(Exercise objective): From the first line of the entries below through the line bearing "--surface:#171b24; --page:#20242c; --text:#f1f3f6;", write out each line exactly. Omit pictures.

(Supplied data):
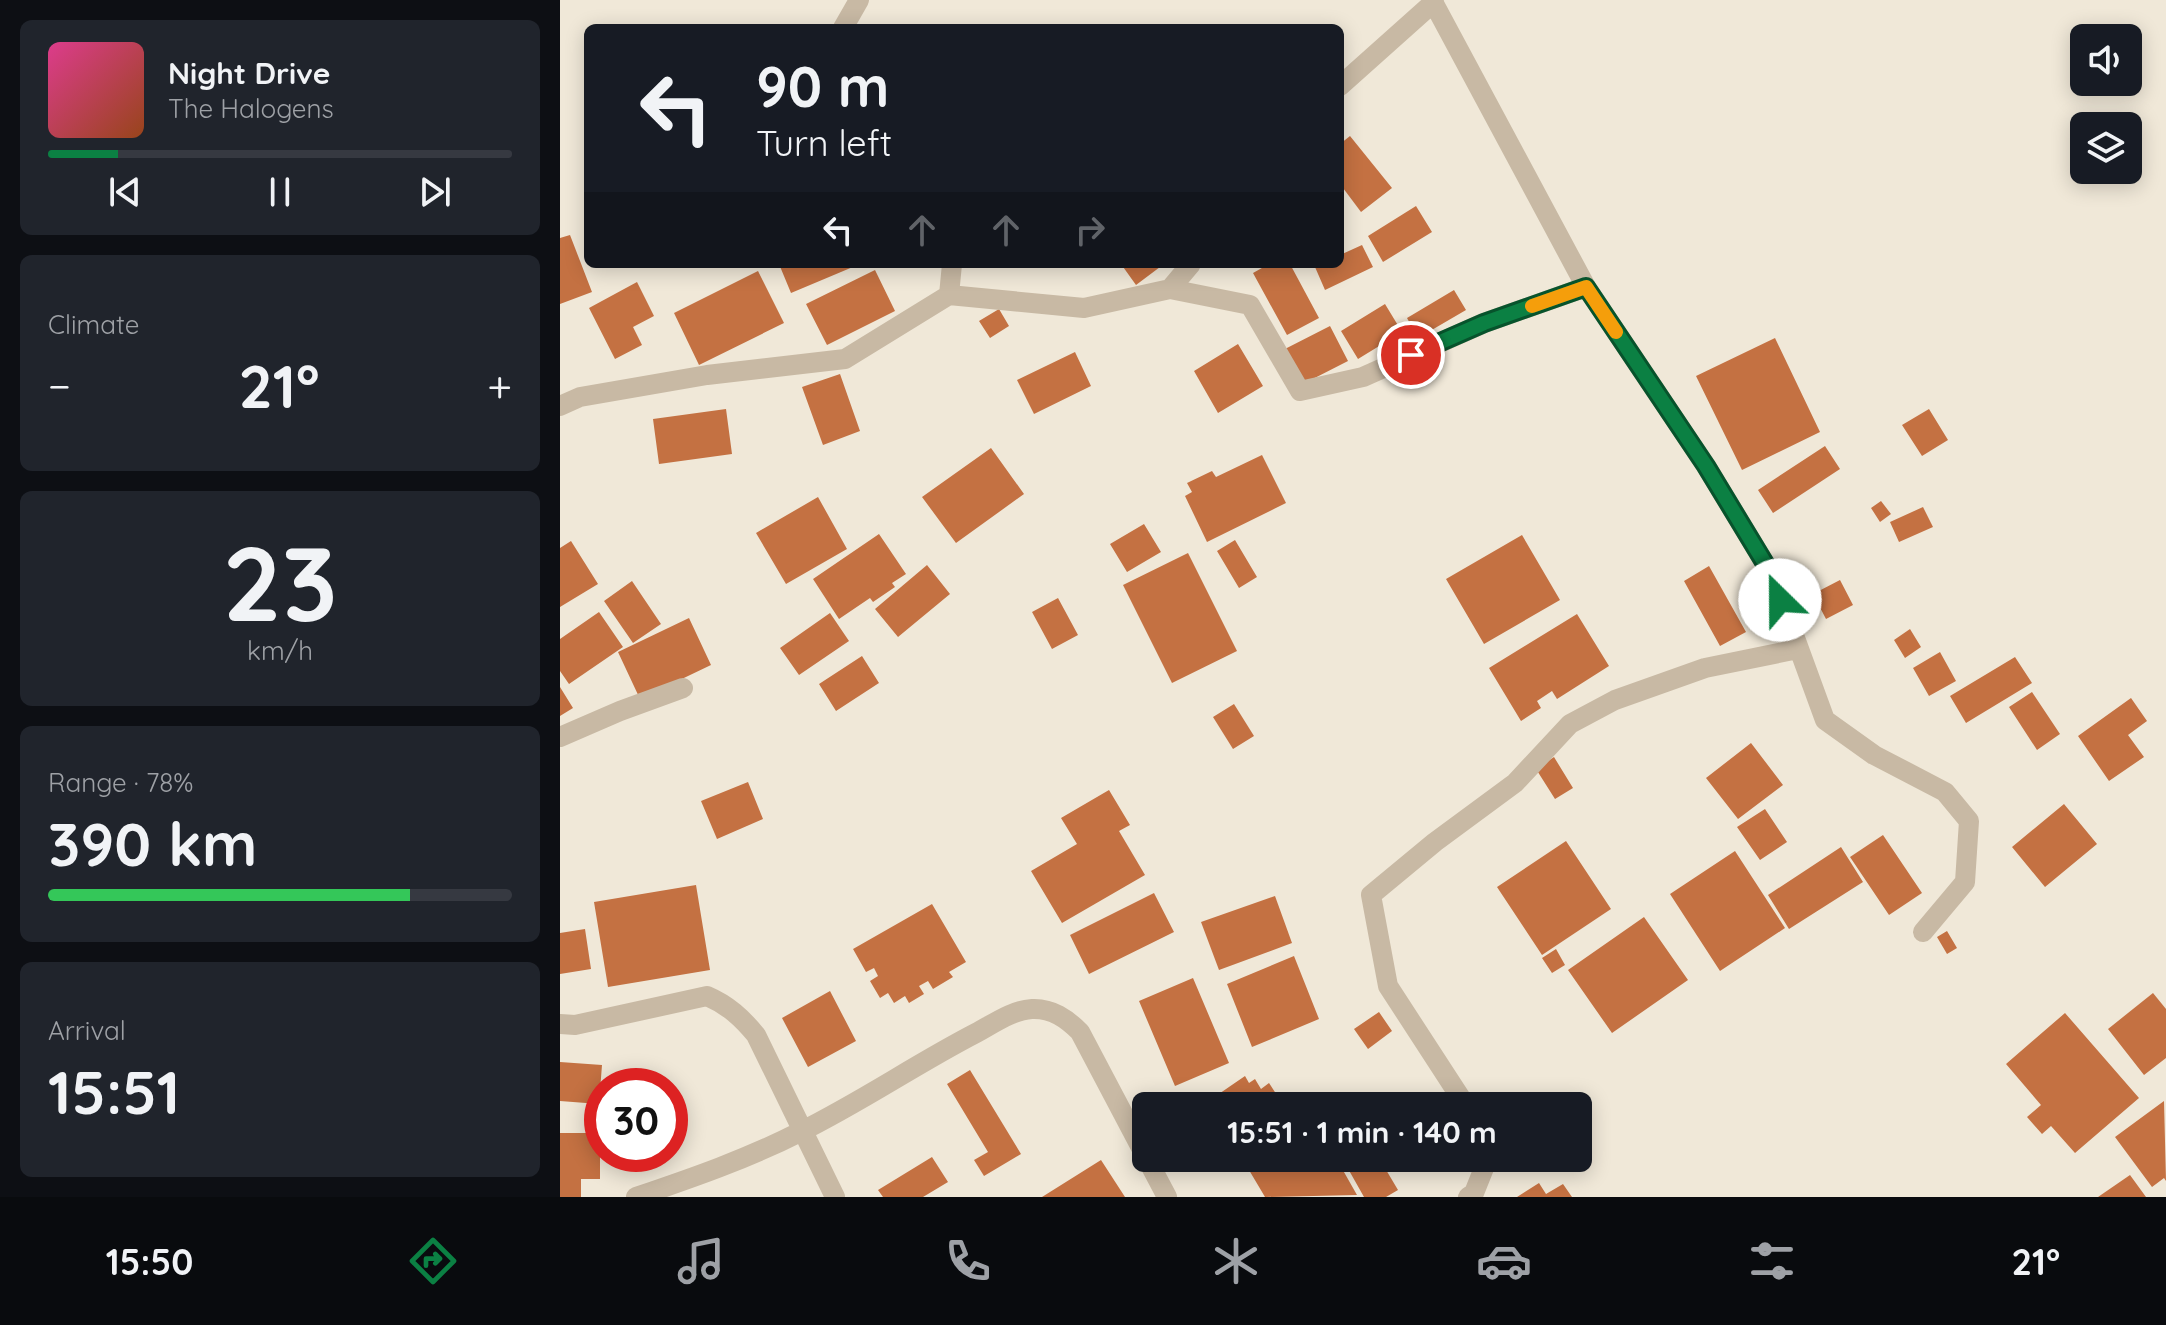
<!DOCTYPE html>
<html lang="en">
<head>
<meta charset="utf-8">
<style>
	:root { --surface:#171b24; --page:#20242c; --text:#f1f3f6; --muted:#9ea1a6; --line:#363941; --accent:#0b8043 }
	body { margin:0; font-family:Quicksand,sans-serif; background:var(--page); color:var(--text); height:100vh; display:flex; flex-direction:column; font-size:30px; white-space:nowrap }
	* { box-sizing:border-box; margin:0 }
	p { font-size:26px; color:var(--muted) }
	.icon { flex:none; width:44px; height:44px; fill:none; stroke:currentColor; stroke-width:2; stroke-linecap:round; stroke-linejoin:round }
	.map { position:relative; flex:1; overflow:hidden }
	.details { display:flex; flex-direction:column; gap:20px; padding:20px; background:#0d0f14; width:560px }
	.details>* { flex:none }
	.guide { position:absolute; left:24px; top:24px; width:760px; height:244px; border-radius:12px; box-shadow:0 4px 20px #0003; background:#171b24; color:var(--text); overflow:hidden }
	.fabs { position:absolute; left:1510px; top:24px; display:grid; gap:16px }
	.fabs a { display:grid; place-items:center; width:72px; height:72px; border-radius:12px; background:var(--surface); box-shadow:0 4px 20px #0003; font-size:40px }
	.speed { position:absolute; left:24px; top:1068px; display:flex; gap:16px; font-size:40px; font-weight:700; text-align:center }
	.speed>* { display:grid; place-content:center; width:104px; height:104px; border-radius:50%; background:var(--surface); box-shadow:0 4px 20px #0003; line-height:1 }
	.speed .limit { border:12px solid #d22; background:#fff; color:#111 }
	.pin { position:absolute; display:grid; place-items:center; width:68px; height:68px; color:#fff; margin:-34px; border:4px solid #fff; border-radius:50%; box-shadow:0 2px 8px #0007 }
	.me { position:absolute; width:88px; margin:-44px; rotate:337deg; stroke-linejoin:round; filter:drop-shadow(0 0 6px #0008) }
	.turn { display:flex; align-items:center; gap:28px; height:168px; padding:0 40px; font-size:36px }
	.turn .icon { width:104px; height:104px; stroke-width:2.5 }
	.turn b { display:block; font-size:56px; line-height:68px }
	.lanes { display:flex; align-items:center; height:76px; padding:0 40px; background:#0003; justify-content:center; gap:40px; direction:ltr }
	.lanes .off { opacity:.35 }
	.big { font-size:60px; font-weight:800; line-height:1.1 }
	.details .card { flex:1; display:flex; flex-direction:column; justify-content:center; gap:12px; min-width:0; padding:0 28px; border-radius:12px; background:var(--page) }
	.details .dial { align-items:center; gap:0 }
	.dial b { font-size:104px; line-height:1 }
	.song { display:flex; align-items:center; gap:24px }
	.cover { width:96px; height:96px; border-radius:12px; background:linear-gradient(135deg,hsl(330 70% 55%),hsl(20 70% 35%)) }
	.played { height:8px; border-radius:4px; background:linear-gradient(90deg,var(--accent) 15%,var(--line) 15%) }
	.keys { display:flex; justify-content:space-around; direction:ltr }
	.heat { display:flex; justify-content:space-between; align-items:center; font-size:44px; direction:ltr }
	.charge { height:12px; border-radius:6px; background:linear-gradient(90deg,#34c759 78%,var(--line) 0) }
	.trip { position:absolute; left:572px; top:1092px; width:460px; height:80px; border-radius:12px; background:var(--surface); box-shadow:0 4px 20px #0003; font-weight:800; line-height:80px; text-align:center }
	.tab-bar { display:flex; height:128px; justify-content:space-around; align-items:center; background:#090b0e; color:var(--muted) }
	.tab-bar .icon { width:56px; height:56px }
	.tab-bar .on { color:var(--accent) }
	.tab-bar b { font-size:36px; color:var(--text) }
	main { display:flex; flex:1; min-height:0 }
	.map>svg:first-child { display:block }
	.building { fill:#c47142 }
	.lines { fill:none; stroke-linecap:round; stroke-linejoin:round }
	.street { stroke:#c8b9a4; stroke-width:20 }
	.route-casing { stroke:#07532c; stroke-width:20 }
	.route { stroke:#0b8043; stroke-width:14 }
	.slow { stroke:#f59e0b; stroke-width:14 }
</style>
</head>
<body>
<main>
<section class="details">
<div class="card">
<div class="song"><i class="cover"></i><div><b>Night Drive</b><p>The Halogens</p></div></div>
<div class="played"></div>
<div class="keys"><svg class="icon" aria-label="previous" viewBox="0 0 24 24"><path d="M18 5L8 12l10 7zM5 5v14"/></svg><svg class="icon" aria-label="pause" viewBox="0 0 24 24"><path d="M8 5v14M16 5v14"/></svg><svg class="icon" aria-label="next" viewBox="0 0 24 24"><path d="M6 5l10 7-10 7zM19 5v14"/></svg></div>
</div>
<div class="card"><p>Climate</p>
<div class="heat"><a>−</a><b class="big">21°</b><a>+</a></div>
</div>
<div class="card dial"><b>23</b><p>km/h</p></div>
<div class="card"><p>Range · 78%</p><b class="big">390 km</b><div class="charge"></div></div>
<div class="card"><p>Arrival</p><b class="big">15:51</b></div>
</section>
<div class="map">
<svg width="1606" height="1197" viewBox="0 0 1606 1197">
	<rect width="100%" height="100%" fill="#f0e8d8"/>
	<path class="building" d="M790,136L832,188L801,212L780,184V144Z
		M856,206L872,232L823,262L808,236Z
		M10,235L32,292L0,304V238Z
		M802,245L813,267L765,290L755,267L762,264H780V255Z
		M219,264H300L231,293Z
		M561,264H604L576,285Z
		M709,264H730L759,318L727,335L693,273Z
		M315,270L335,311L267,345L246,304Z
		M198,271L224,323L139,365L114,313Z
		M77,282L94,316L73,327L82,345L55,359L29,308Z
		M894,290L906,310L858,338L847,318Z
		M825,304L842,332L798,359L781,331Z
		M439,309L449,326L430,338L419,321Z
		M770,326L788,361L739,386L721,351Z
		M1215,338L1260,432L1182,470L1136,376Z
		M678,344L703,386L658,413L634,371Z
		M515,352L531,386L474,414L457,380Z
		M280,374L300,431L263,445L242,387Z
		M166,409L172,454L99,464L93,419Z
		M1369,409L1388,440L1362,456L1342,425Z
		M1265,446L1280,469L1213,513L1198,490Z
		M431,448L464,494L396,543L362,497Z
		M702,455L726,503L647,542L625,496L632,492L627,483L652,471L656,477Z
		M258,497L287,549L226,584L196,533Z
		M1321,501L1331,514L1320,522L1311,508Z
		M1363,507L1373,527L1339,542L1330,522Z
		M584,524L601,552L567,572L550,544Z
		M319,534L346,574L332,583L335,587L313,602L310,598L279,619L253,579Z
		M962,535L1000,600L924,644L886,579Z
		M675,540L697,577L679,588L657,551Z
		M11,541L38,584L0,607V548Z
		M628,553L677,651L612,683L563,585Z
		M367,565L390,594L338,637L315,609Z
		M1149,566L1186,632L1160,646L1124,581Z
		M1280,580L1293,605L1266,619L1253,594Z
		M72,581L101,624L73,643L44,601Z
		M498,598L518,635L492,649L472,612Z
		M39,612L63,647L9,684L0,671V639Z
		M270,613L289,641L239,675L220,648Z
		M1017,614L1049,666L997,699L992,691L977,701L981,708L961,721L929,668Z
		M129,618L151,665L80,699L58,652Z
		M1350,629L1361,647L1345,658L1334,640Z
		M1380,652L1396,681L1369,696L1353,668Z
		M302,656L319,683L276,711L259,684Z
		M1455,657L1472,683L1406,723L1390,696Z
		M0,687L13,708L0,716Z
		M1472,692L1500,734L1477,750L1449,707Z
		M1571,698L1587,721L1568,735L1584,757L1549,781L1518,736Z
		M674,704L694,736L673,749L653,717Z
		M1191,743L1223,785L1178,819L1146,778Z
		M994,757L1013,788L995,799L976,769Z
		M188,782L203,819L157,839L141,801Z
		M549,790L570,825L559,831L585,875L502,923L471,871L517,844L501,818Z
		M1504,804L1537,844L1485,887L1452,847Z
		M1205,809L1227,842L1200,860L1177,827Z
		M1323,835L1362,893L1329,915L1290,857Z
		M1006,841L1051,909L982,955L937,887Z
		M1281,847L1303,882L1229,929L1208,895Z
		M1175,851L1225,928L1160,971L1110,894Z
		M136,885L150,970L48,987L34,902Z
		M594,893L614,932L529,974L510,935Z
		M715,896L732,943L659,970L641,922Z
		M372,904L406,962L389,972L393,977L373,989L368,981L359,986L364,994L349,1003L345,996L334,1003L328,993L320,998L310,981L318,976L314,968L306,972L293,949Z
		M1084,917L1128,980L1052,1033L1008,970Z
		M25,929L31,969L0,974V933Z
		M1387,931L1397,948L1387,954L1377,937Z
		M996,949L1005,965L992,973L982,958Z
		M734,956L759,1019L692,1047L667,984Z
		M633,978L669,1063L615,1086L579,1001Z
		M270,991L296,1041L248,1067L222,1018Z
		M1593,993L1606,1009V1058L1584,1075L1548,1029Z
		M819,1012L832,1031L808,1049L794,1029Z
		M1505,1013L1579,1098L1515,1153L1491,1126L1482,1134L1467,1117L1481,1105L1446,1064Z
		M0,1062L42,1065L39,1104L0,1101Z
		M410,1070L461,1154L424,1176L414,1160L428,1152L387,1084Z
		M685,1076L689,1083L695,1079L701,1089L709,1083L724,1106H654L650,1100Z
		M1604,1101L1606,1181L1604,1178L1592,1187L1555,1137Z
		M0,1133H40V1179H21V1197H0Z
		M372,1157L388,1182L363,1197H323L318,1190Z
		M709,1158H776L797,1195L705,1197L689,1170Z
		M782,1158H819L838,1190L826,1197H804Z
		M541,1160L565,1197H482Z
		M1570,1175L1586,1197H1538Z
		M979,1183L986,1194L1003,1184L1012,1197H957Z"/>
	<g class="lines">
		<path class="street" d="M872,0L1026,287L1146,466L1212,575L1265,720L1314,755L1385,792L1409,821L1405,882L1363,932
			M283,28L299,0
			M780,86L874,2
			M610,289L690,305L740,391L803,377L924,323L1026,287
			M389,295L524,308L610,289L631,264
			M0,406L20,397L147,375L285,359L389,295L392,264
			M0,737L60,711L123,688
			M0,1024L15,1025L147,996C168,1005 182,1018 196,1035L275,1197
			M906,1106L828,986L811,895L875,842L955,783L1010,724L1055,700L1145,668L1238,649
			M76,1197C132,1178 187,1159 240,1132C301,1102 356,1064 416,1033C433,1024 452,1010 472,1009C492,1008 507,1019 520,1032L607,1197
			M908,1197L914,1193L928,1158"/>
	</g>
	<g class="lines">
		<g class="route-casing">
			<path id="route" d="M851,355L924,323L1026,287L1146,466L1212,575L1220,600"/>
		</g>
		<use href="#route" class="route"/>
		<path class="slow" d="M972,306L1026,287L1056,332"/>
	</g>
</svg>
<div class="fabs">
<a><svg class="icon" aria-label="sound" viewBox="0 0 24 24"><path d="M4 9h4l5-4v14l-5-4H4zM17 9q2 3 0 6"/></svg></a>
<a><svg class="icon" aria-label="layers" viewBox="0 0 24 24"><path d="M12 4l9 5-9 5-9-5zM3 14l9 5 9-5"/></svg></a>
</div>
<div class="speed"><div class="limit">30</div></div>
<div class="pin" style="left:851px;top:355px;background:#d93025"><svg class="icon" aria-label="arrive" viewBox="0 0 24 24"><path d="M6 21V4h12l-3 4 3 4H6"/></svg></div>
<svg class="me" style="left:1220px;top:600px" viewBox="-20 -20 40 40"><circle r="19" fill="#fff"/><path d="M0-13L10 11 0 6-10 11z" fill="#0b8043"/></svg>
<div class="trip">15:51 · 1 min · 140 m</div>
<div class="guide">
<div class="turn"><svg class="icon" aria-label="left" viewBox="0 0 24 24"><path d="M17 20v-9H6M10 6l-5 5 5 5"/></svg><div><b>90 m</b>Turn left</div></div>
<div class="lanes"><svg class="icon" aria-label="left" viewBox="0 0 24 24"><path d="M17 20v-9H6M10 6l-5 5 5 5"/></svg><svg class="icon off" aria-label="ahead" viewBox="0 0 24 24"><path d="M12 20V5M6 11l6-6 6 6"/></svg><svg class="icon off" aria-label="ahead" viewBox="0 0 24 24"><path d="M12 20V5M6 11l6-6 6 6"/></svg><svg class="icon off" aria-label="right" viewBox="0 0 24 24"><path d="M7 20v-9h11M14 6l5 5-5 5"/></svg></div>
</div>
</div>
</main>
<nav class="tab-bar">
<b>15:50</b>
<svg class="icon on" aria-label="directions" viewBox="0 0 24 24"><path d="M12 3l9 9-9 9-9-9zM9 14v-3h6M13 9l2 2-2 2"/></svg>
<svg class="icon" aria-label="music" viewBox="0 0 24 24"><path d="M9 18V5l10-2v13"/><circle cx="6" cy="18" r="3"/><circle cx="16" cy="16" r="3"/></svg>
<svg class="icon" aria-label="phone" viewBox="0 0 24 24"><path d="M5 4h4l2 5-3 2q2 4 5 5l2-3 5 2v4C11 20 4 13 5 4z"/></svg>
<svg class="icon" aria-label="climate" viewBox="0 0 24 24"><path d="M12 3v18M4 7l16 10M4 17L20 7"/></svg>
<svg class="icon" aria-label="car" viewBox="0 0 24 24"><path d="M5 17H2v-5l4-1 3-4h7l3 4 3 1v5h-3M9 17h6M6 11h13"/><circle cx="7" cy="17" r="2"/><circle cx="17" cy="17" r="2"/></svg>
<svg class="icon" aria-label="filters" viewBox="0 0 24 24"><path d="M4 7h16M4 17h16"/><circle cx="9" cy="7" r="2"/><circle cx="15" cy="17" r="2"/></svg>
<b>21°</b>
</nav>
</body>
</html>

(Written answer):
<!DOCTYPE html>
<html lang="en">
<head>
<meta charset="utf-8">
<style>
	:root { --surface:#171b24; --page:#20242c; --text:#f1f3f6; --muted:#9ea1a6; --line:#363941; --accent:#0b8043 }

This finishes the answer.